Supplied information:
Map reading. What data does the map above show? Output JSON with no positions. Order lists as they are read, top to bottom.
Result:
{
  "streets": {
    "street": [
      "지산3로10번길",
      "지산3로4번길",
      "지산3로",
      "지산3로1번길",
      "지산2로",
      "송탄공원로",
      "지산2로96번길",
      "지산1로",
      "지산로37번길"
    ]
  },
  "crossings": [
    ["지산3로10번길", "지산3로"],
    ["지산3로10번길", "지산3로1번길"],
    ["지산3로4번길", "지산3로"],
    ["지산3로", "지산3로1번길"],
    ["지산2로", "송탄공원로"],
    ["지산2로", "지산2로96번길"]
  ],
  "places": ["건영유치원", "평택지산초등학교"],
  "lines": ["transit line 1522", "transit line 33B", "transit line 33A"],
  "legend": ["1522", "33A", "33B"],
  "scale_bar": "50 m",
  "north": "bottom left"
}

Problem description:
Would you please reproduce the entries above word for word?

Response to the task:
Map reading. What data does the map above show? Output JSON with no positions. Order lists as they are read, top to bottom.
Result:
{
  "streets": {
    "street": [
      "지산3로10번길",
      "지산3로4번길",
      "지산3로",
      "지산3로1번길",
      "지산2로",
      "송탄공원로",
      "지산2로96번길",
      "지산1로",
      "지산로37번길"
    ]
  },
  "crossings": [
    ["지산3로10번길", "지산3로"],
    ["지산3로10번길", "지산3로1번길"],
    ["지산3로4번길", "지산3로"],
    ["지산3로", "지산3로1번길"],
    ["지산2로", "송탄공원로"],
    ["지산2로", "지산2로96번길"]
  ],
  "places": ["건영유치원", "평택지산초등학교"],
  "lines": ["transit line 1522", "transit line 33B", "transit line 33A"],
  "legend": ["1522", "33A", "33B"],
  "scale_bar": "50 m",
  "north": "bottom left"
}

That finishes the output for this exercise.